Bootan Mandi is in Jalandhar City of Punjab state India. The ward number for Bootan Mandi is 54.

==Demographics==
Bootan Mandi is located in Jalandhar City. Its neighbouring areas are New Abadi Jallowal, New Model Town, Model House, Basti Sheikh, Swami Lal Ji nagar and Malind Nagar . It is situated near the Jalandhar-Nakodar Road.

The Councillor of this area is Mr. Pawan Kumar, whose father is Mr. Sohan Lal. He is also the Councillor of 27 other areas including Bootan Mandi.

==Notable people==
Avinash Chander MLA is from Bootan Mandi. He is a member of Punjab Legislative Assembly and represent Phillaur. He is also the Chief Parliamentary Secretary of Punjab for Higher Education & Languages department.

Bibi Nooran a folk Punjabi singer in the 70's. Bibi Nooran was a resident of Bootan Mandi. She was married to Ustad Sohan Lal. She is the Grandmother of the famous Sufi singers Nooran Sisters.

Ramesh Chander Mahey - Former ambassador to Belarus.

==Religious places==
The Guru Ravidass Dham Bootan Mandi. It is one of the most well known Guru Ravidass Dham's in Jalandhar and even in Punjab. When it is the Birth Anniversary of Guru Ravidass, Bootan Mandi comes to life and each building illuminated with light. A big Mela is held for three days which attracts thousands of people across Jalandhar. A Jaloos (Shoba Yatra) is also held with flags, bands, dhols, tableaus, dance and music.

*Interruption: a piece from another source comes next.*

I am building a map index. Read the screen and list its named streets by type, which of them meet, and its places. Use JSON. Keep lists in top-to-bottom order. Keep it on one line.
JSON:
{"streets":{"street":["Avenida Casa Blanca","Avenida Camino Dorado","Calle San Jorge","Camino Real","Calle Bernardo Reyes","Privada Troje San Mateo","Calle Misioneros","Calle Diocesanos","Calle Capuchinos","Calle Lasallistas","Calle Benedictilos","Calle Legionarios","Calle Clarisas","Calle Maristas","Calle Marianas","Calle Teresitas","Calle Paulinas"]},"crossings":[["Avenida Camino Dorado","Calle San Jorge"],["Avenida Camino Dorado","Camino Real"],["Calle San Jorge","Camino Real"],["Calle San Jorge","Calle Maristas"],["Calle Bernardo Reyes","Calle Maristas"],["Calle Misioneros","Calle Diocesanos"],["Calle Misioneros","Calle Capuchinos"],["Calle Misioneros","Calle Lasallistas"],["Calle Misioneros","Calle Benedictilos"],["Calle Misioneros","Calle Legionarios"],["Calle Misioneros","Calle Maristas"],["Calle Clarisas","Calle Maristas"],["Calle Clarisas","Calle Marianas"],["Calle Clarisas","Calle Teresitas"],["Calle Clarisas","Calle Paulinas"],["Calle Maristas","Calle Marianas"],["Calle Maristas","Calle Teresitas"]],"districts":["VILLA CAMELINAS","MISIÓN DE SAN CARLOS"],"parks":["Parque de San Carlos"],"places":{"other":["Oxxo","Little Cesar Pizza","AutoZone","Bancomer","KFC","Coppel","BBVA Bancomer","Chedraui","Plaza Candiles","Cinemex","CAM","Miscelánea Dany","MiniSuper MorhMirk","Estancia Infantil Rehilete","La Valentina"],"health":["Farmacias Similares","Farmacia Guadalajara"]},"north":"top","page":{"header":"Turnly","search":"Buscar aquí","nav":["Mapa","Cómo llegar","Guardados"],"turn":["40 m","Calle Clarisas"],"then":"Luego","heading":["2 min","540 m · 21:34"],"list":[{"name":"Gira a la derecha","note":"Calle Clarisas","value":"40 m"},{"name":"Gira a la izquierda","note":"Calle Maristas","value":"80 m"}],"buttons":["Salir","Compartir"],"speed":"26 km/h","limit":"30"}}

Some of the most well known Punjabi singers perform at Bootan Mandi on the birth anniversary of Guru Ravidass Ji. These include singers such as Hans Raj Hans who sang songs that became instant hits for Bootan Mandi such as "Sohna Punjab da shehar Jalandhar, Bootan Mandi Jisde Andar." Other singers such as the Nooran Sisters have also performed as they also have their roots in Bootan Mandi (Granddaughters of famous Bibi Nooran of Bootan Mandi). Many other legendary Famous singers have also performed such as Kanth Kaler, K.S. Makhan, Master Saleem and many others.

There is a Mosque called Masjid Umme Salmaa. It is situated opposite the Guru Ravidass Dham.

There is a Dargah called Darbar Sachi Sarkar Lakha Da which is on the Jalandhar-Nakodar Road.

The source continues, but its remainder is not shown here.